* EXERCISE
Your answer should give again, exactly, the lines from the beginning of the entries below through the line containing "g.lineWidth = width;". It must contain no pictures.

* Saved entries
[Start of Attachment]
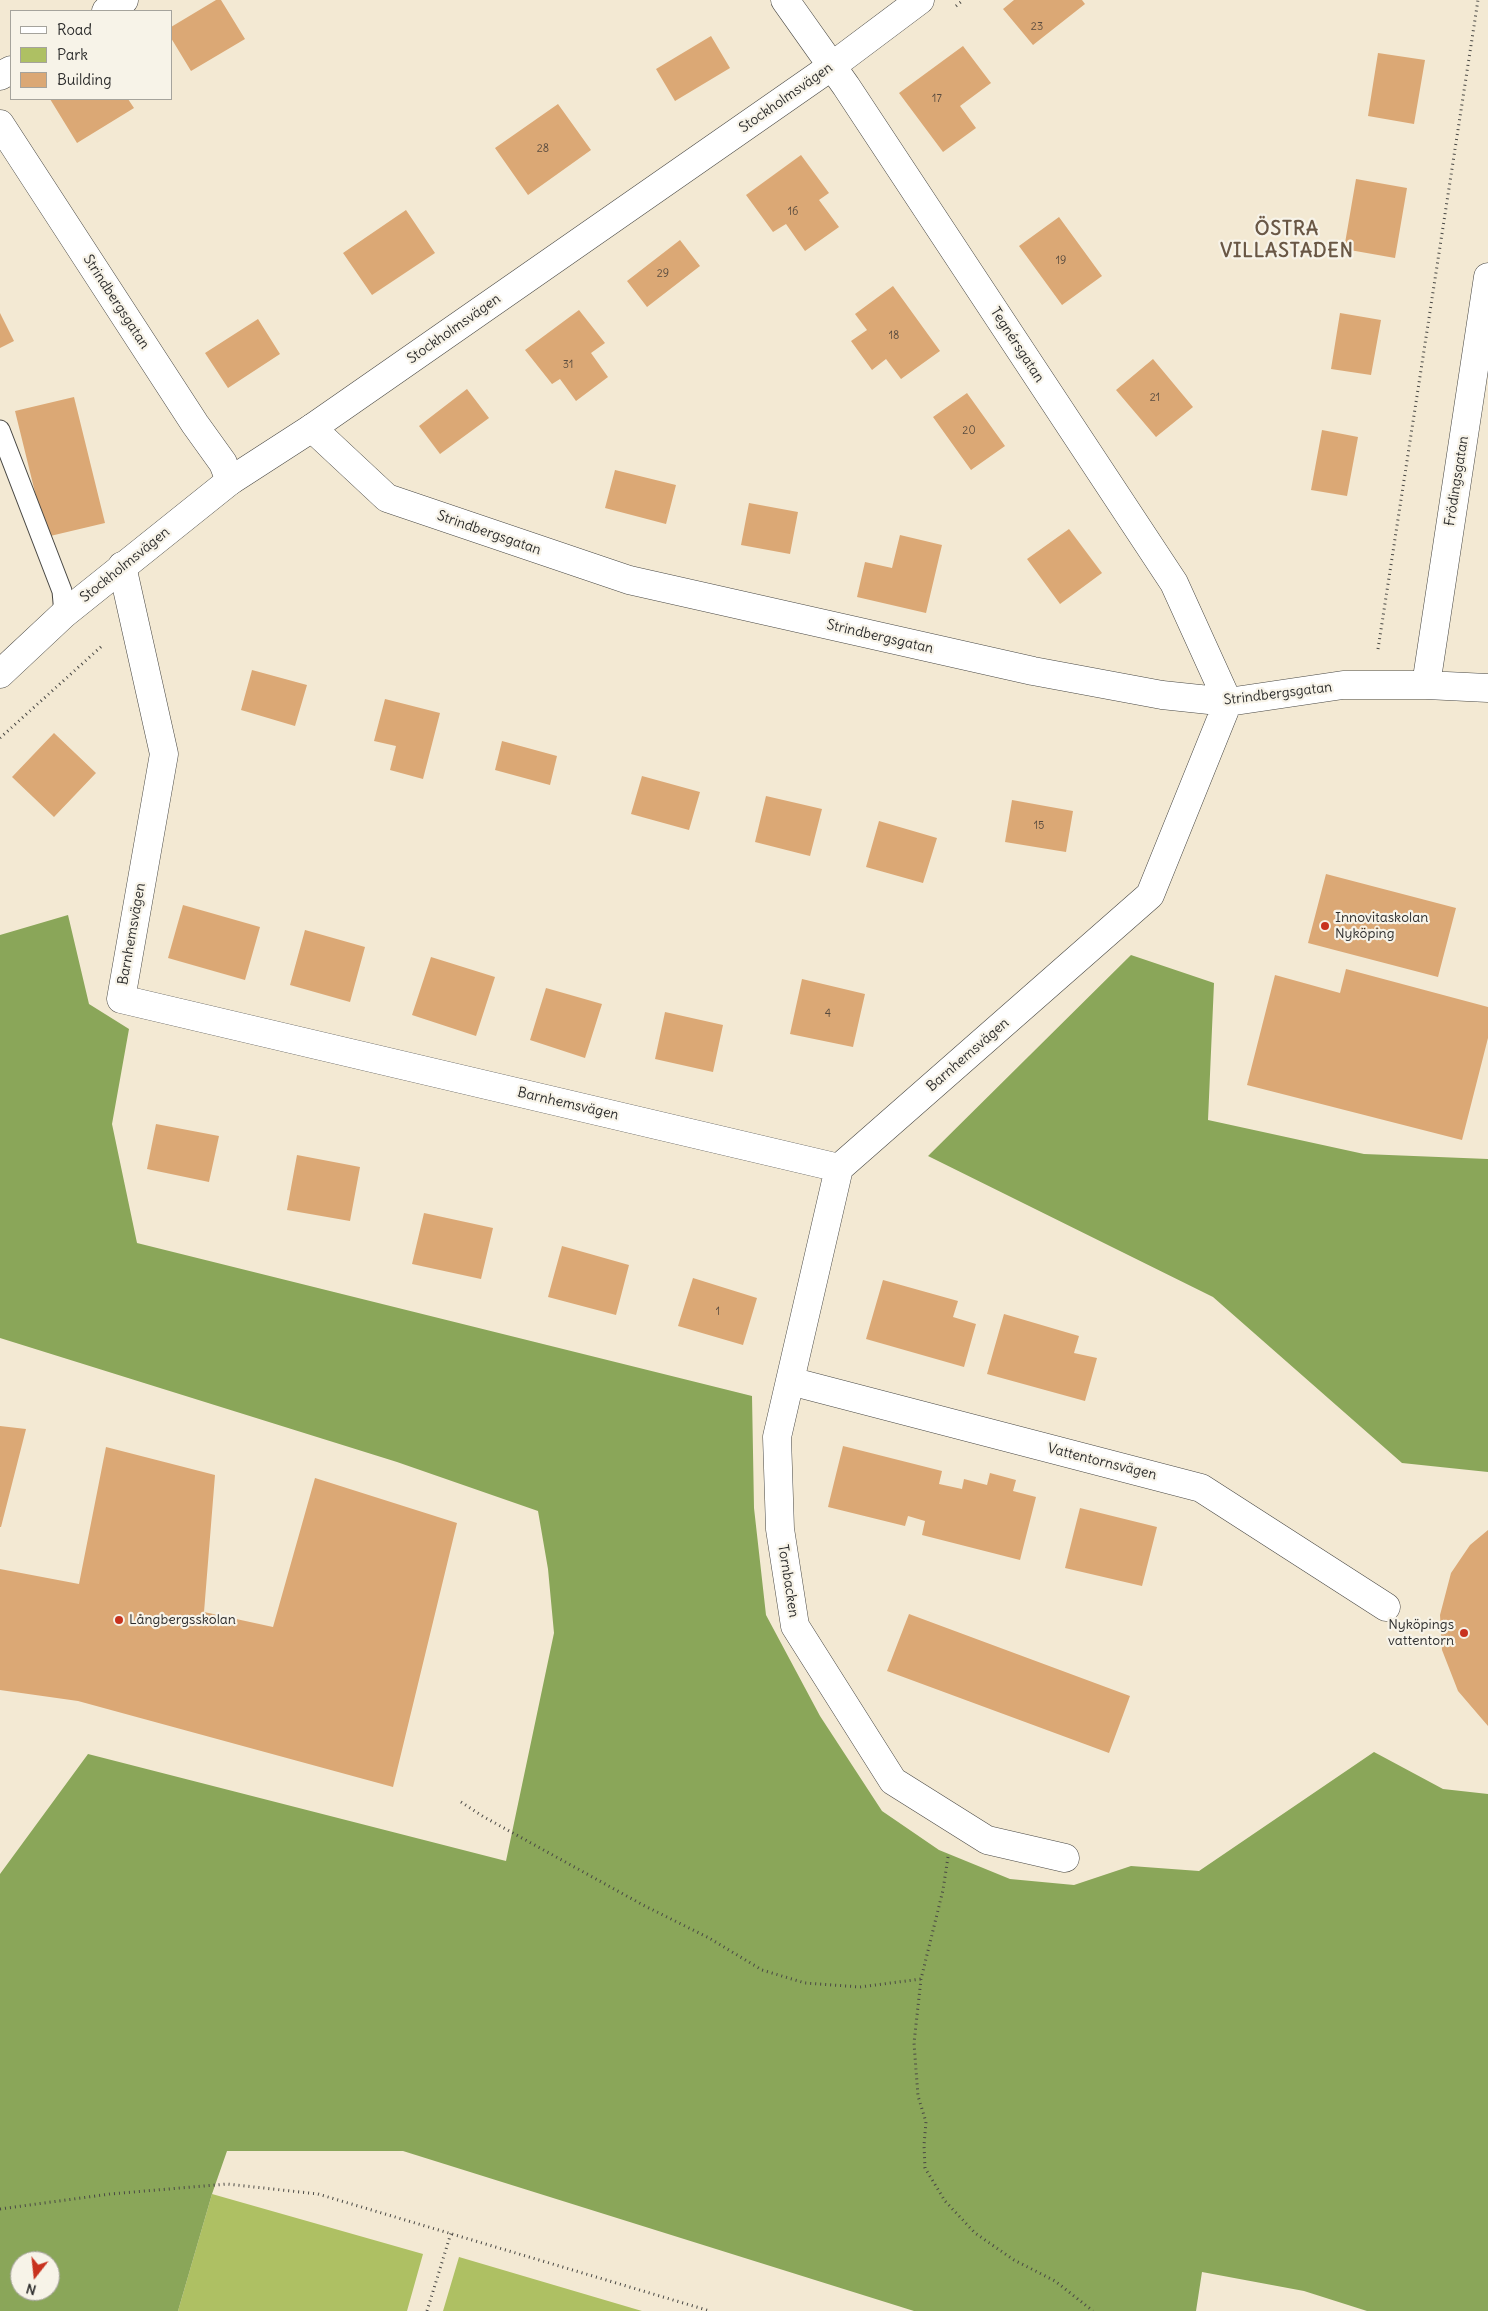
<!DOCTYPE html>
<html>
<head>
<meta charset="utf-8">
<style>
  body { margin:0 }
  #map { position:relative; width:1488px; height:2311px; overflow:hidden; background:#f3e9d3; font-family:Delius,sans-serif }
  canvas { display:block }
  .legend { position:absolute; left:10px; top:10px; width:162px; height:90px; box-sizing:border-box; background:#f7f3e8; border:1px solid #a5a39c; margin:0; padding:6px 9px; list-style:none; font-size:15px; color:#2b2b2b }
  .legend li { display:flex; align-items:center; gap:10px; height:25px }
  .legend b { width:25px; border:1px solid #a5a39c }
  .north { position:absolute; left:10px; top:2251px; width:50px; height:50px; box-sizing:border-box; background:#f7f3e8; border:1px solid #a5a39c; border-radius:50%; rotate:196deg; font-size:14px; font-weight:700; line-height:20px; text-align:center; color:#2b2b2b }
  .north::after { content:''; display:block; margin:auto; width:18px; height:22px; background:#c8321e; clip-path:polygon(50% 0,100% 100%,50% 72%,0 100%) }
</style>
</head>
<body>
<div id="map">
<canvas width="1488" height="2311"></canvas>
<ul class="legend">
<li><b style="height:6px;background:#fff"></b>Road</li>
<li><b style="height:14px;background:#aec063"></b>Park</li>
<li><b style="height:14px;background:#dba875"></b>Building</li>
</ul>
<div class="north">N</div>
</div>
<script>
const g = document.querySelector('canvas').getContext('2d');
g.lineJoin = 'round';
function paint(path, color) {
  g.fillStyle = color;
  g.fill(path, 'evenodd');
}
function poly(rows) {
  const path = new Path2D();
  for (const r of rows) {
    path.moveTo(r[0], r[1]);
    for (let i = 2; i < r.length; i += 2) path.lineTo(r[i], r[i + 1]);
  }
  return path;
}
function strokePath(path, color, width, dash) {
  g.strokeStyle = color;
  g.lineWidth = width;
  g.lineCap = dash ? 'butt' : 'round';
  g.setLineDash(dash || []);
  g.stroke(path);
}
function drawText(font, color, halo, rows, align = 'center') {
  g.font = font + ' Delius,sans-serif';
  g.lineWidth = 4.5;
  g.setLineDash([]);
  g.textBaseline = 'middle';
  g.strokeStyle = halo;
  g.fillStyle = color;
  for (const [text, x, y, turn = 0] of rows) {
    g.save();
    g.translate(x, y);
    g.rotate((+turn || 0) * Math.PI / 180);
    g.textAlign = isNaN(turn) ? turn : align;
    if (halo) g.strokeText(text, 0, 0);
    g.fillText(text, 0, 0);
    g.restore();
  }
}
paint(poly([
  [212,2194,423,2254,407,2311,178,2311],
  [459,2257,642,2311,443,2311]
]), '#aec063');
paint(poly([
  [68,915,89,1004,129,1029,112,1124,137,1243,752,1396,754,1508,766,1615,820,1716,882,1811,939,1850,1010,1879,1074,1885,1131,1866,1199,1871,1374,1752,1443,1789,1488,1794,1488,2311,1367,2311,1304,2291,1202,2272,1196,2311,914,2311,403,2151,227,2151,212,2194,178,2311,0,2311,0,1874,88,1754,506,1861,554,1633,548,1569,538,1511,397,1462,0,1338,0,935],
  [20,2261,50,2261,50,2291,20,2291],
  [1131,955,1214,983,1208,1120,1364,1154,1488,1159,1488,1472,1402,1463,1213,1297,928,1156]
]), '#8aa659');
paint(poly([
  [216,0,221,0,245,39,191,71,171,38,171,27],
  [1014,0,1082,0,1085,4,1033,45,1003,9],
  [711,36,730,68,675,101,656,69],
  [963,46,991,83,960,106,976,128,943,152,899,93],
  [1378,53,1425,60,1414,124,1368,116],
  [50,99,128,99,134,108,77,143],
  [558,104,591,150,528,195,495,148],
  [801,155,829,193,819,200,839,227,805,251,786,224,773,232,746,195],
  [1356,179,1407,188,1395,258,1344,249],
  [406,210,435,253,372,295,343,253],
  [1059,217,1102,276,1062,305,1019,246],
  [680,240,700,266,647,307,627,281],
  [893,286,940,351,901,379,886,359,872,370,851,341,867,330,855,314],
  [579,310,605,343,591,353,608,377,576,401,560,379,552,384,525,350],
  [0,313,14,341,0,348],
  [1340,313,1381,320,1371,375,1331,369],
  [258,319,280,354,228,388,205,353],
  [1153,359,1193,407,1156,437,1116,390],
  [467,389,489,418,440,454,419,426],
  [967,393,1005,446,971,470,933,417],
  [74,397,105,523,46,537,15,411],
  [1322,430,1358,437,1347,496,1311,490],
  [615,470,676,485,666,524,605,508],
  [749,503,798,512,790,554,741,545],
  [1069,529,1102,573,1060,604,1027,559],
  [900,535,942,545,926,613,857,597,865,562,892,568],
  [252,670,307,685,295,726,241,710],
  [385,699,440,713,423,779,390,770,396,746,374,741],
  [54,733,96,773,54,817,12,777],
  [502,741,557,756,550,785,495,770],
  [642,776,700,792,689,830,631,814],
  [766,796,822,809,810,856,755,842],
  [1012,800,1073,811,1066,852,1005,842],
  [879,821,937,838,923,883,866,867],
  [1326,874,1456,908,1438,977,1308,943],
  [183,905,260,927,245,980,168,958],
  [305,930,365,947,350,1002,290,985],
  [431,957,495,977,476,1036,412,1015],
  [1346,969,1488,1007,1488,1038,1462,1140,1247,1085,1275,975,1340,993],
  [802,979,865,994,853,1047,790,1034],
  [546,988,602,1004,585,1058,530,1040],
  [665,1012,723,1025,713,1072,655,1059],
  [156,1124,219,1136,209,1182,147,1169],
  [297,1155,360,1167,350,1221,287,1210],
  [424,1213,493,1228,481,1279,412,1264],
  [562,1246,629,1265,616,1315,548,1297],
  [693,1278,757,1298,743,1345,678,1326],
  [883,1280,958,1301,953,1317,976,1324,964,1367,866,1339],
  [1004,1314,1079,1336,1074,1353,1097,1358,1085,1401,987,1374],
  [0,1426,26,1429,1,1527,0,1527],
  [843,1446,942,1471,939,1484,962,1489,964,1479,987,1485,990,1473,1016,1480,1013,1491,1036,1497,1020,1560,922,1535,925,1521,908,1516,905,1526,828,1507],
  [106,1447,215,1475,204,1612,273,1627,315,1478,457,1523,393,1787,78,1701,0,1690,0,1569,79,1584],
  [1080,1508,1157,1527,1142,1586,1065,1568],
  [1488,1530,1488,1726,1458,1691,1442,1650,1440,1615,1451,1573,1470,1545],
  [909,1614,1130,1696,1109,1753,887,1671]
]), '#dba875');
const lane = poly([
  [0,430,62,591,64,614]
]);
const street = poly([
  [106,11,124,0],
  [0,76,11,70],
  [0,124,195,424,223,463,230,481],
  [312,428,387,498,629,580,1033,671,1162,695,1228,702,1343,685,1426,685,1488,688],
  [122,566,164,754,121,999,839,1168,1150,895,1228,702,1174,583,846,86,785,0],
  [1426,685,1488,277],
  [839,1168,777,1437,780,1529,795,1626,893,1781,987,1840,1065,1858],
  [790,1381,1201,1488,1386,1607]
]);
const secondary = poly([
  [0,674,64,614,230,481,312,428,832,66,920,0]
]);
strokePath(lane, '#494844', 21);
strokePath(street, '#494844', 29);
strokePath(secondary, '#494844', 29);
strokePath(poly([
  [956,6,963,0],
  [1378,649,1478,0],
  [0,738,103,645],
  [461,1802,484,1817,643,1905,709,1938,762,1970,805,1983,860,1987,921,1979],
  [948,1857,943,1890,921,1979,914,2043,918,2096,926,2122,924,2145,925,2168,945,2201,975,2233,1014,2260,1055,2281,1093,2311],
  [0,2209,110,2194,227,2184,318,2194,710,2311],
  [427,2311,451,2233]
]), '#494844', 3, [1, 4]);
strokePath(lane, '#fff', 19);
strokePath(street, '#fff', 28);
strokePath(secondary, '#fff', 28);
for (const [x, y, r, color] of [
  [1325,926,5,"#c8321e"],
  [119,1620,5,"#c8321e"],
  [1464,1633,5,"#c8321e"]
]) {
  const dot = new Path2D();
  dot.arc(x, y, r, 0, 2 * Math.PI);
  g.fillStyle = color;
  g.fill(dot);
  strokePath(dot, '#f7f3e8', 2);
}
drawText('11px', '#574a3e', null, [
  ["23",1037,27],
  ["17",937,99],
  ["28",543,149],
  ["16",793,212],
  ["19",1061,261],
  ["29",663,274],
  ["18",894,336],
  ["31",568,365],
  ["21",1155,398],
  ["20",969,431],
  ["15",1039,826],
  ["4",828,1014],
  ["1",718,1312]
]);
drawText('14px', '#2b2b2b', '#f7f3e8', [
  ["Stockholmsvägen",786,98,-35],
  ["Strindbergsgatan",116,302,57],
  ["Stockholmsvägen",454,329,-35],
  ["Tegnérsgatan",1017,345,57],
  ["Frödingsgatan",1457,481,-81],
  ["Strindbergsgatan",489,533,19],
  ["Stockholmsvägen",125,565,-39],
  ["Strindbergsgatan",880,637,13],
  ["Strindbergsgatan",1278,694,-7],
  ["Barnhemsvägen",132,934,-80],
  ["Barnhemsvägen",968,1055,-41],
  ["Barnhemsvägen",568,1104,13],
  ["Vattentornsvägen",1102,1462,14],
  ["Tornbacken",788,1581,81]
]);
drawText('14px', '#2b2b2b', '#f7f3e8', [
  ["Innovitaskolan",1335,918],
  ["Nyköping",1335,934],
  ["Långbergsskolan",129,1620],
  ["Nyköpings",1454,1625,"right"],
  ["vattentorn",1454,1641,"right"]
], 'left');
g.letterSpacing = '1px';
drawText('bold 19px', '#695745', '#f7f3e8', [
  ["ÖSTRA",1287,230],
  ["VILLASTADEN",1287,252]
]);
g.letterSpacing = '0px';
</script>
</body>
</html>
[End of Attachment]
* PROBLEM SOLUTION
<!DOCTYPE html>
<html>
<head>
<meta charset="utf-8">
<style>
  body { margin:0 }
  #map { position:relative; width:1488px; height:2311px; overflow:hidden; background:#f3e9d3; font-family:Delius,sans-serif }
  canvas { display:block }
  .legend { position:absolute; left:10px; top:10px; width:162px; height:90px; box-sizing:border-box; background:#f7f3e8; border:1px solid #a5a39c; margin:0; padding:6px 9px; list-style:none; font-size:15px; color:#2b2b2b }
  .legend li { display:flex; align-items:center; gap:10px; height:25px }
  .legend b { width:25px; border:1px solid #a5a39c }
  .north { position:absolute; left:10px; top:2251px; width:50px; height:50px; box-sizing:border-box; background:#f7f3e8; border:1px solid #a5a39c; border-radius:50%; rotate:196deg; font-size:14px; font-weight:700; line-height:20px; text-align:center; color:#2b2b2b }
  .north::after { content:''; display:block; margin:auto; width:18px; height:22px; background:#c8321e; clip-path:polygon(50% 0,100% 100%,50% 72%,0 100%) }
</style>
</head>
<body>
<div id="map">
<canvas width="1488" height="2311"></canvas>
<ul class="legend">
<li><b style="height:6px;background:#fff"></b>Road</li>
<li><b style="height:14px;background:#aec063"></b>Park</li>
<li><b style="height:14px;background:#dba875"></b>Building</li>
</ul>
<div class="north">N</div>
</div>
<script>
const g = document.querySelector('canvas').getContext('2d');
g.lineJoin = 'round';
function paint(path, color) {
  g.fillStyle = color;
  g.fill(path, 'evenodd');
}
function poly(rows) {
  const path = new Path2D();
  for (const r of rows) {
    path.moveTo(r[0], r[1]);
    for (let i = 2; i < r.length; i += 2) path.lineTo(r[i], r[i + 1]);
  }
  return path;
}
function strokePath(path, color, width, dash) {
  g.strokeStyle = color;
  g.lineWidth = width;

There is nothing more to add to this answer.